Avant Bachar al-Assad, il y avait son père, Hafez al-Assad. A la tête du parti Baas, il impose un régime opaque et paranoïaque lors d’un putsch le 16 novembre 1970, où le moindre soupçon de dissidence peut envoyer quelqu’un en prison.

Hafez al-Assad a emprisonné le président déchu, Noureddine al-Atassi, pendant vingt-trois ans. Une nouvelle Constitution adoptée l’année suivante fait du parti Baas le « leader de l’État et de la société »et établit le « référendum présidentiel ».

La famille al-Assad, en 1985, comprenant le président Hafez (assis), son épouse Anissah Makhlouf (assise) et son fils Bachar (2e en partant de la gauche). (AFP)

Élu président de la République par référendum en 1971, Hafez al-Assad le restera jusqu’à sa mort en 2000. Pendant trois décennies, le pays se referme sur lui-même. : l’opposition et la presse sont muselées, les manifestations interdites et l’état d’urgence déclaré.

En février 1982, le gouvernement réprime dans le sang une insurrection des Frères musulmans, sa bête noire, dans la ville de Hama, au centre du pays. En raison d’un black-out médiatique, les estimations du bilan humain varient entre 10 000 et 40 000 morts. « Il a fallu plus de trois semaines aux forces syriennes, qui ont utilisé l’artillerie et les blindés, pour réprimer ce soulèvement, au prix de destructions et de pertes humaines considérables. Selon des témoignages, plus de 10 000 soldats ont été mobilisés. »rapporte France 24.

Hafez al-Assad est décédé le 10 juin 2000 après plus de vingt-neuf ans de présidence. Son fils Bachar n’était pas destiné à lui succéder, mais son destin a radicalement changé lorsque l’aîné de la fratrie, Bassel, est décédé dans un accident de la route en 1994.

L’ophtalmologiste de formation accède ensuite au sommet de l’État à 34 ans, soit moins que l’âge requis pour accéder à la plus haute fonction, alors fixé à 40 ans. Les opposants dénoncent l’avènement d’un « République héréditaire ». Mais Bachar al-Assad prend les rênes du pays, sans avoir été démocratiquement élu. En l’absence d’opposition, le nom du candidat à la présidentielle est proposé par le parti, puis soumis à référendum. A chaque élection, Hafez puis son fils Bachar al-Assad sont ainsi « élu » avec plus de 90% des voix.

Le président Bachar al-Assad salue ses partisans, après avoir prêté serment, devant le Parlement à Damas, le 17 juillet 2000. (LOUAI BESHARA / AFP)

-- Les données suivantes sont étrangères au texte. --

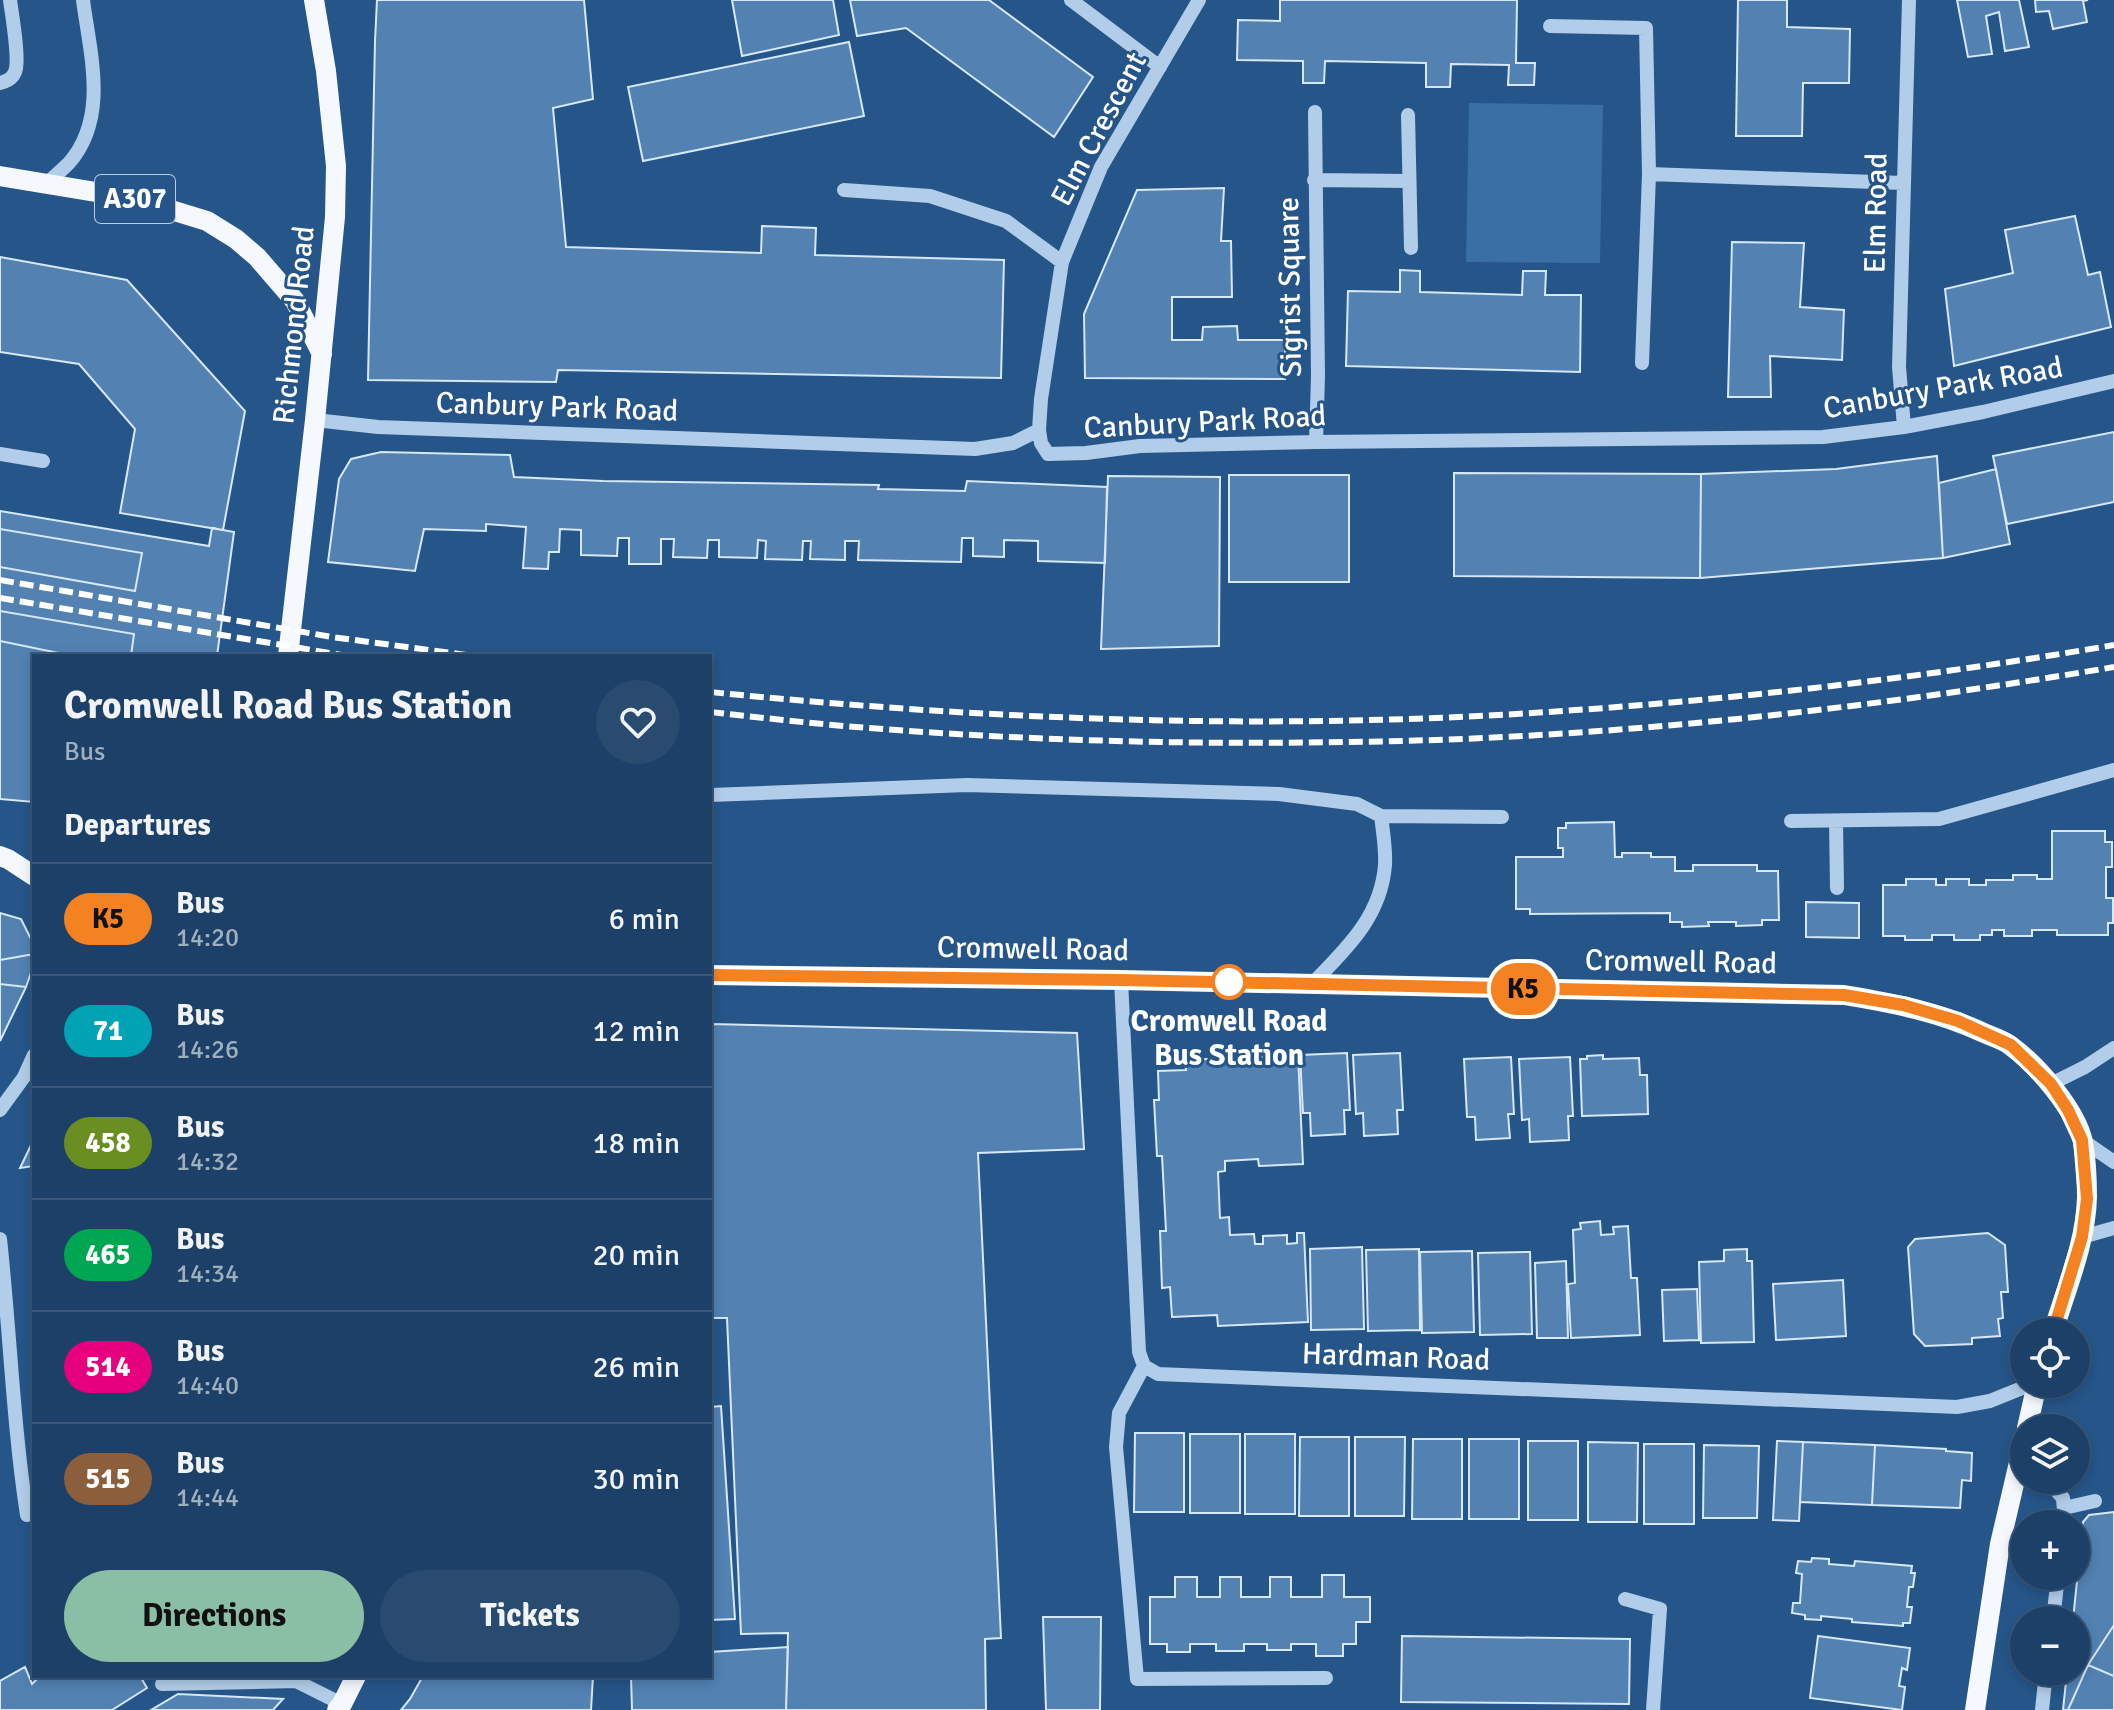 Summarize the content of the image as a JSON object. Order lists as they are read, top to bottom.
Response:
{
  "streets": {
    "main road": ["A307", "Richmond Road", "Cromwell Road"],
    "street": [
      "Elm Crescent",
      "Elm Road",
      "Sigrist Square",
      "Canbury Park Road",
      "Hardman Road"
    ]
  },
  "crossings": [
    ["Elm Crescent", "Canbury Park Road"],
    ["A307", "Richmond Road"],
    ["Elm Road", "Canbury Park Road"],
    ["Sigrist Square", "Canbury Park Road"],
    ["Richmond Road", "Canbury Park Road"]
  ],
  "places": ["Cromwell Road Bus Station"],
  "lines": ["bus line K5"],
  "page": {
    "on_map": "K5",
    "heading": [
      ["Cromwell Road Bus Station", "Bus"],
      "Departures"
    ],
    "list": [
      {
        "mark": "K5",
        "name": "Bus",
        "note": "14:20",
        "value": "6 min"
      },
      {
        "mark": "71",
        "name": "Bus",
        "note": "14:26",
        "value": "12 min"
      },
      {
        "mark": "458",
        "name": "Bus",
        "note": "14:32",
        "value": "18 min"
      },
      {
        "mark": "465",
        "name": "Bus",
        "note": "14:34",
        "value": "20 min"
      },
      {
        "mark": "514",
        "name": "Bus",
        "note": "14:40",
        "value": "26 min"
      },
      {
        "mark": "515",
        "name": "Bus",
        "note": "14:44",
        "value": "30 min"
      }
    ],
    "map_buttons": ["+", "−"],
    "buttons": ["Directions", "Tickets"]
  }
}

L’arrivée au pouvoir de son fils Assad est pourtant synonyme d’espoir au sein de la population. « La succession au début des années 2000 était annoncée à l’époque avec la promesse de réformes »observe pour franceinfo Myriam Benraad, professeur de relations internationales à l’Université internationale Schiller.

« Bachar al-Assad avait lancé une politique de promotion des jeunes entrepreneurs. Il voulait d’abord se débarrasser des vieilles structures du régime.»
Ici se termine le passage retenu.